J’ai de mon côté été sollicitée par la Kevrenn pour participer au festival de cornemuses à Srakonice en Tchécoslovaquie. Quelques mois plus tard, c’était la révolution ! Non, non, je n’y suis pour rien… Et là, du coup, les Tchèques ont passé commande à la Kevrenn d’un récital de musique religieuse dont le répertoire a été choisi par Christian Desbordes (Chorale du bout du monde).

Ce récital a eu un franc succès. Beaucoup d’émotions pour le public et pour les musiciens. Ce qui nous a amenés à participer plusieurs fois à ce festival. Les musiciens étaient bien sûr ceux du bagad (bombardes, cornemuses, batteurs, claviers…) auxquels on a rajouté petit à petit une harpiste Nolwenn Philippe et d’autres musiciens de Gwalarn, Xavier Lecomte au violon et Martial Herry aux claviers.

” Bann-Heol était né “

Bann-Heol était né. Nous avons donc décidé de poursuivre l’aventure en Bretagne avec seulement quelques membres (anciens et actuels) de la Kevrenn Saint Marc.


Karantez Vro, Anjela, Véronique, Nolwenn : l’amour de la patrie, une affaire de femmes ?

7seizh : Karantez vro écouté par des millions de personnes depuis la reprise-succès de Nolwenn Leroy, le public ne sait pourtant pas que ce poème d’Anjela Duval a été mis en en musique par une jeune femme de notre époque, bien vivante et Bretonne ! Ton sentiment à la sortie du disque de Nolwenn Leroy et aujourd’hui un an après la sortie de “Bretonne” ?

J’ai effectivement mis ce poème d’Anjela Duval Karantez Vro en musique.

” J’ai écrit cette musique pour moi “

J’ai écrit cette musique pour moi en pensant que personne d’autre ne la chanterait.
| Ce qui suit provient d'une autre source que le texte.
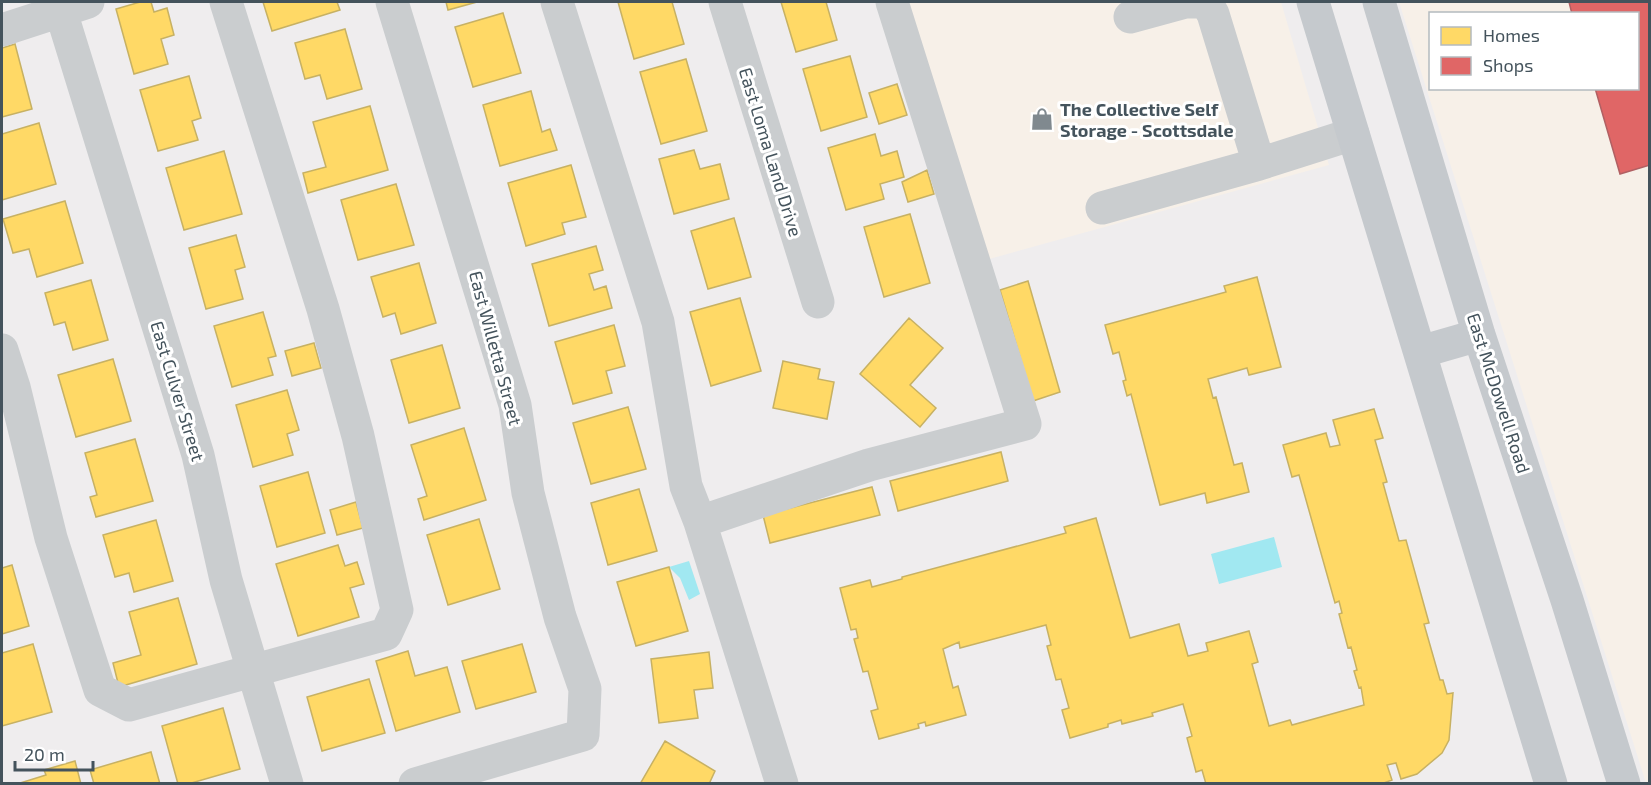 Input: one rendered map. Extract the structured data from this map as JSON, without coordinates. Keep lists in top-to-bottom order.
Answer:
{
  "streets": {
    "main road": ["East McDowell Road"],
    "street": ["East Loma Land Drive", "East Willetta Street", "East Culver Street"]
  },
  "places": {
    "shop": ["The Collective Self Storage - Scottsdale"]
  },
  "legend": ["Homes", "Shops"],
  "scale_bar": "20 m"
} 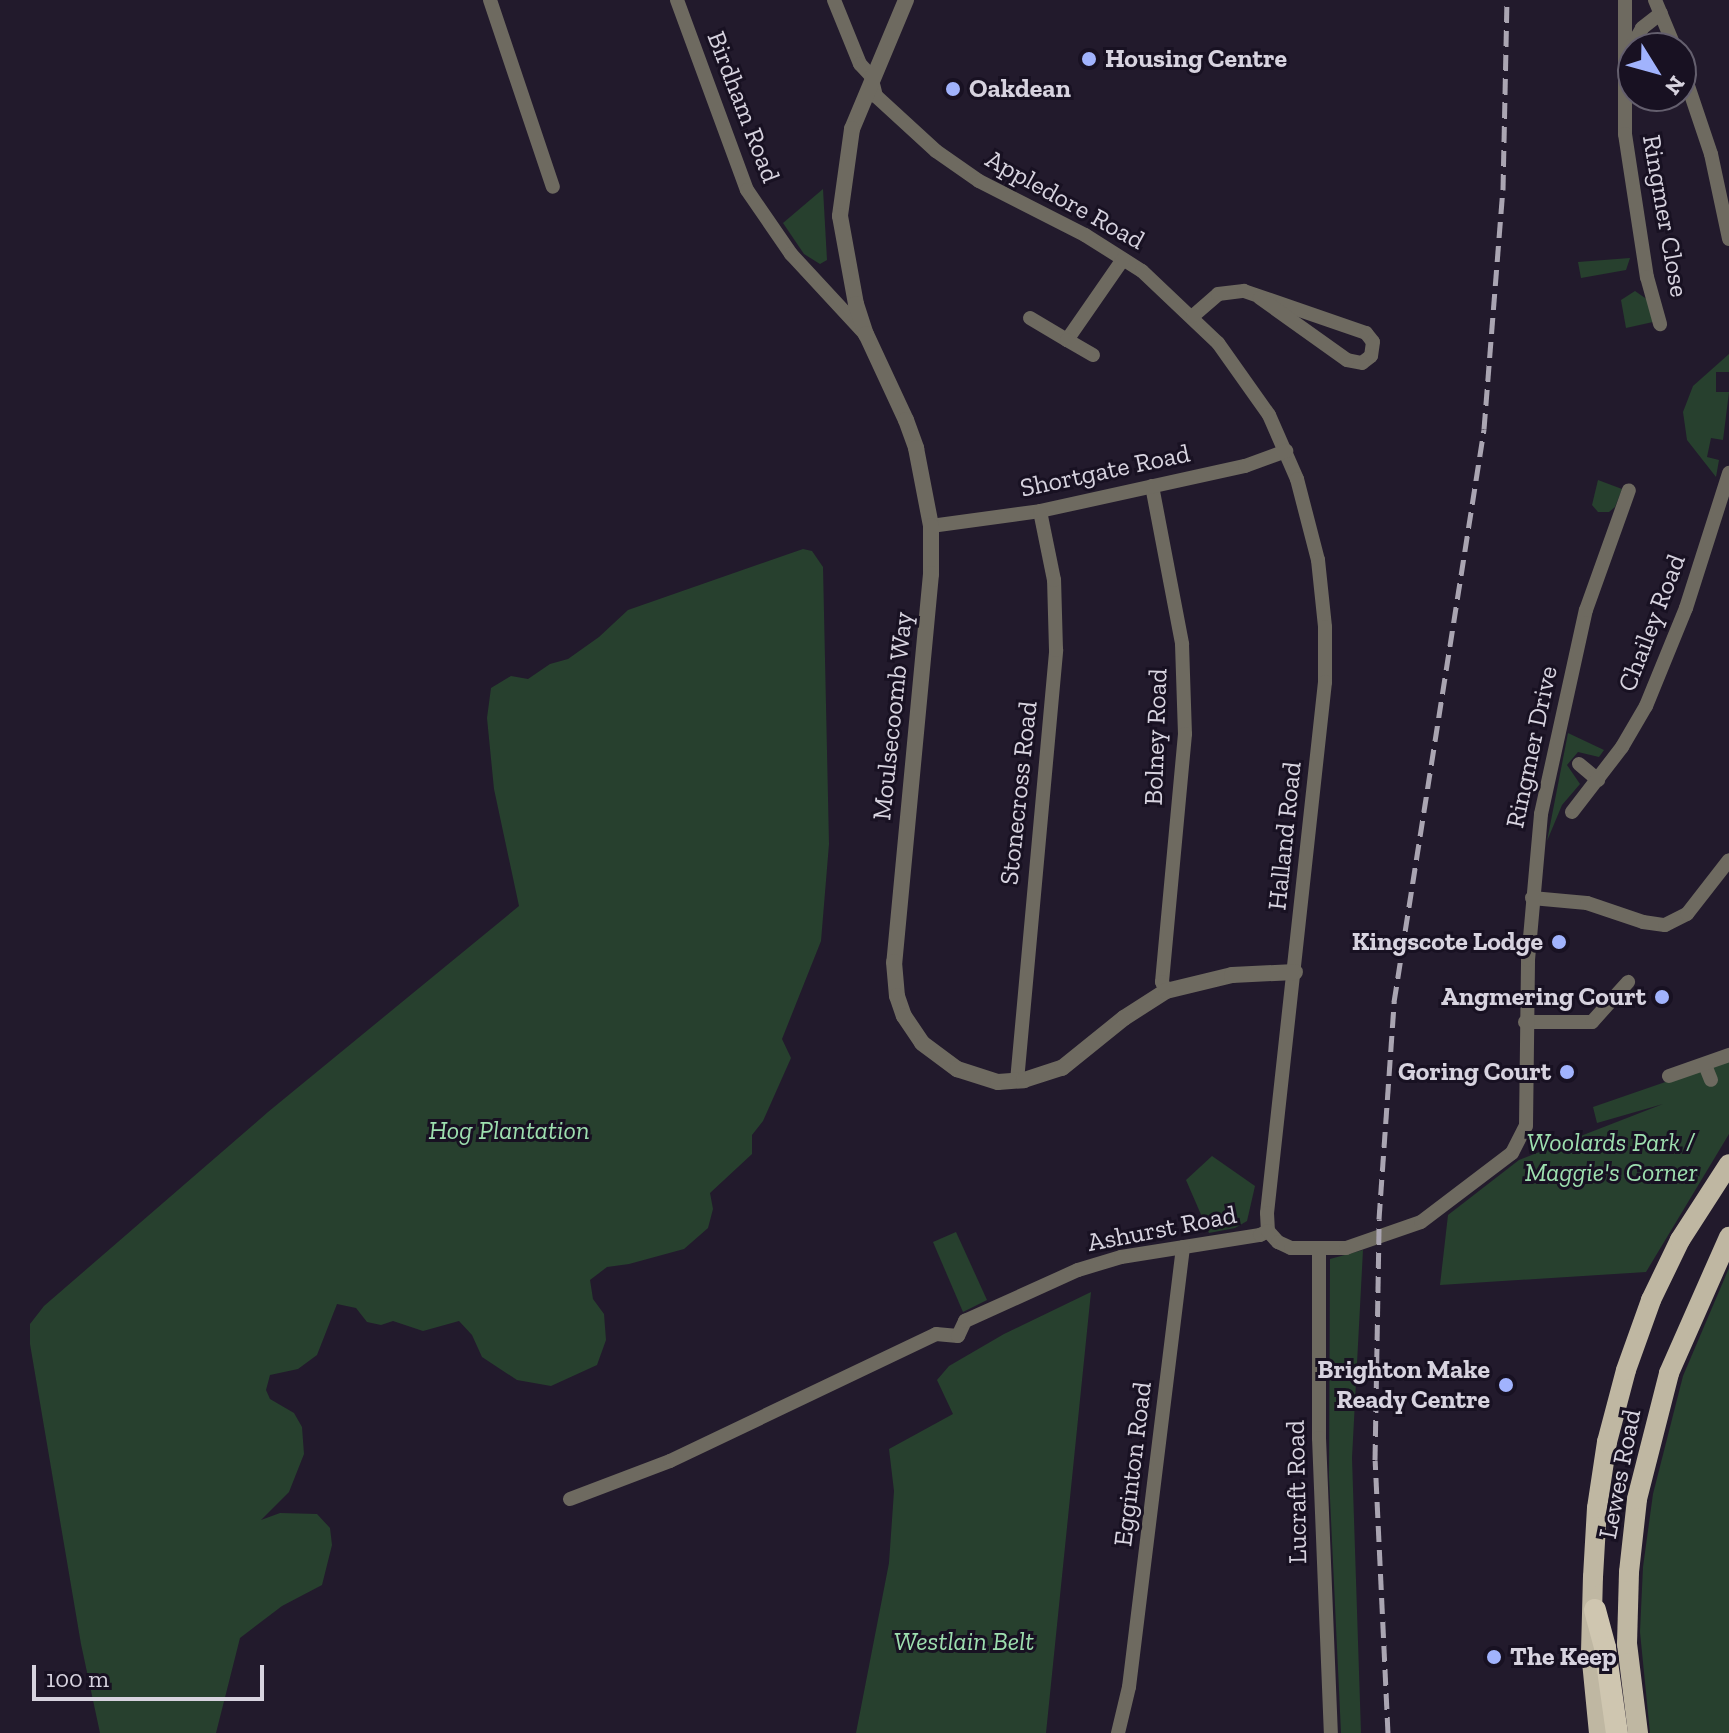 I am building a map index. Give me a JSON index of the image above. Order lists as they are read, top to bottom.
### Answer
{
  "streets": {
    "main road": ["Lewes Road"],
    "street": [
      "Birdham Road",
      "Appledore Road",
      "Ringmer Close",
      "Shortgate Road",
      "Chailey Road",
      "Moulsecoomb Way",
      "Bolney Road",
      "Ringmer Drive",
      "Stonecross Road",
      "Halland Road",
      "Ashurst Road",
      "Egginton Road",
      "Lucraft Road"
    ]
  },
  "crossings": [
    ["Birdham Road", "Moulsecoomb Way"],
    ["Appledore Road", "Shortgate Road"],
    ["Appledore Road", "Moulsecoomb Way"],
    ["Appledore Road", "Halland Road"],
    ["Shortgate Road", "Moulsecoomb Way"],
    ["Shortgate Road", "Bolney Road"],
    ["Shortgate Road", "Stonecross Road"],
    ["Shortgate Road", "Halland Road"],
    ["Moulsecoomb Way", "Bolney Road"],
    ["Moulsecoomb Way", "Stonecross Road"],
    ["Moulsecoomb Way", "Halland Road"],
    ["Ringmer Drive", "Ashurst Road"],
    ["Halland Road", "Ashurst Road"],
    ["Ashurst Road", "Egginton Road"],
    ["Ashurst Road", "Lucraft Road"]
  ],
  "parks": ["Hog Plantation", "Woolards Park / Maggie's Corner", "Westlain Belt"],
  "places": [
    "Housing Centre",
    "Oakdean",
    "Kingscote Lodge",
    "Angmering Court",
    "Goring Court",
    "Brighton Make Ready Centre",
    "The Keep"
  ],
  "scale_bar": "100 m",
  "north": "bottom right"
} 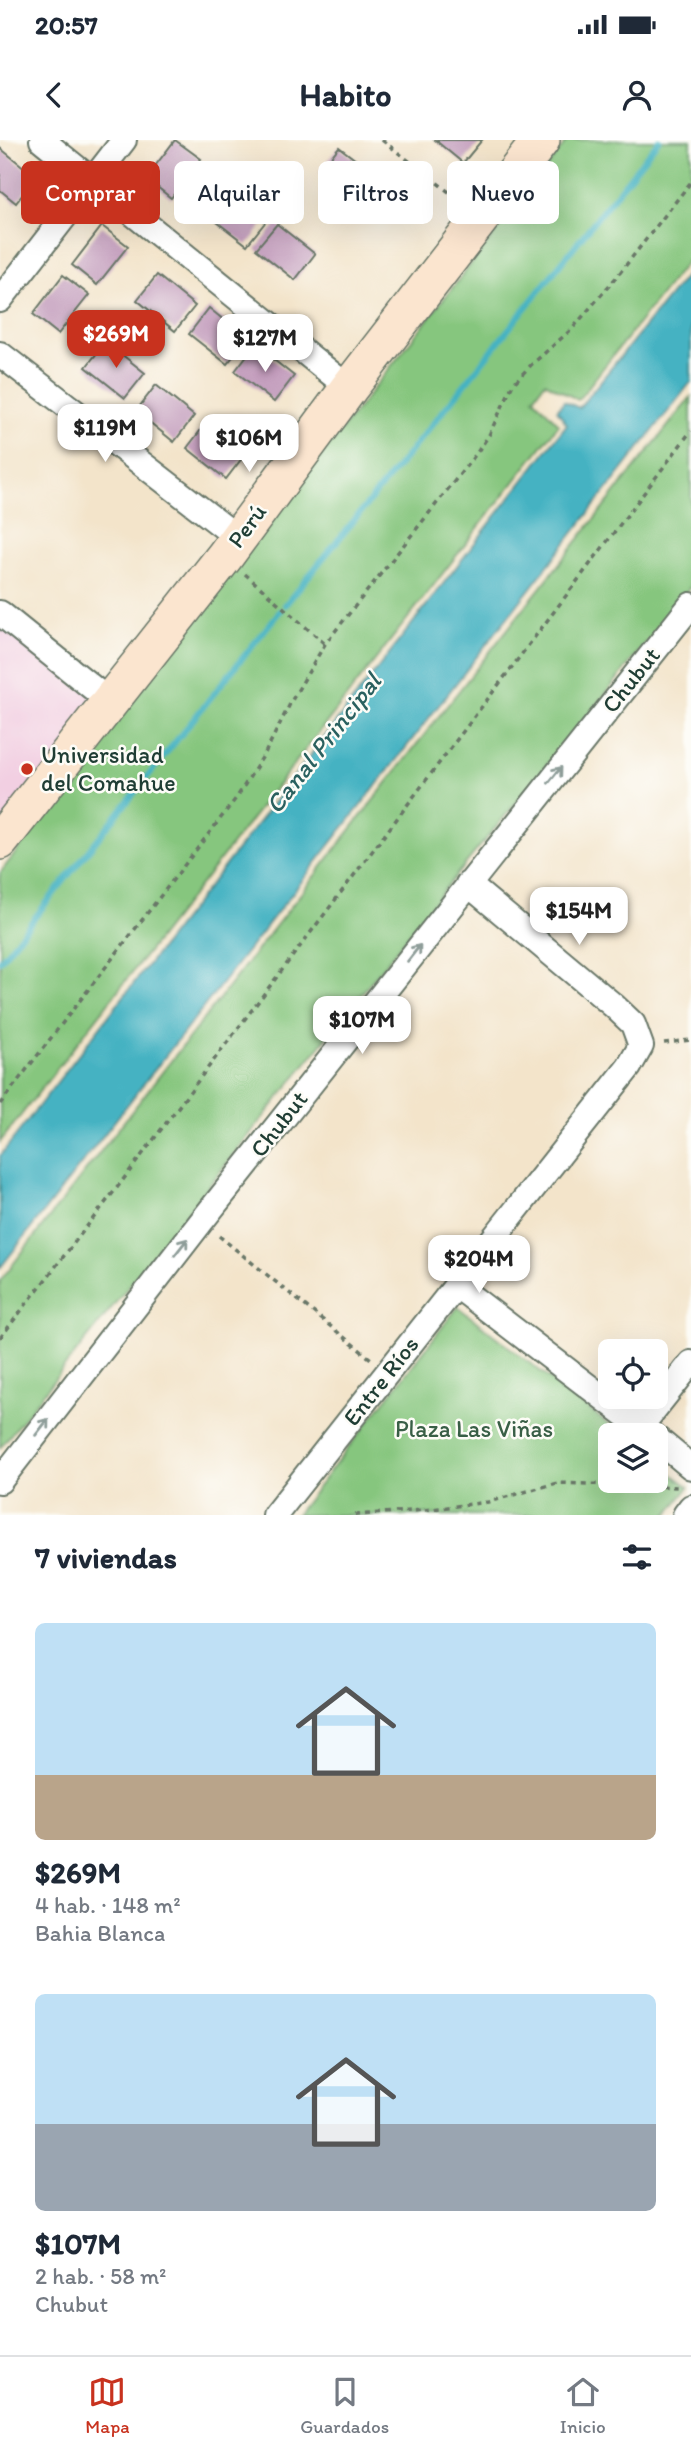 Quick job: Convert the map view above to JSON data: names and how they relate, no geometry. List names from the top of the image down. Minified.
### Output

J’ai été contactée par la maison de disques de Nolwenn Leroy alors qu’elle avait déjà enregistré le morceau… J’avoue que cela m’a un peu perturbée. J’avais l’impression qu’on me prenait une partie de moi-même. Je pense qu’on se doit quand même d’en parler aux créateurs d’œuvres avant de les reprendre. De plus, je n’étais pas inscrite à la SACEM. Ce que je me suis empressée de faire et cela ne s’est pas fait facilement non plus… Problème de dépôt antérieur avec une autre musique par exemple…

” Un coup de projecteur non négligeable à la version de Gwalarn ! “

Mais actuellement j’ai dépassé ça. Je suis tout à fait sereine par rapport à celle que j’appelle encore « ma chanson ». Et je respecte tout à fait la chanteuse qu’est Nolwenn. Je pense qu’elle a bien respecté l’esprit du morceau. Et cela grâce aussi sans doute à son professeur de breton Serge Plénier. C’est bien aussi qu’une chanson vive à travers plusieurs interprètes… Et cela a donné un coup de projecteur non négligeable à la version de Gwalarn !

7seizh : Ton actu ? Tes projets ?

” La suite reste à écrire… “

Actuellement, je fais une pause musicale. Peut-être le projet de repartir avec Gwalarn ? Déjà, nous pensons sortir un coffret, cette année 2012, comprenant les deux derniers CD enregistrés et peut-être un ou deux morceaux inédits.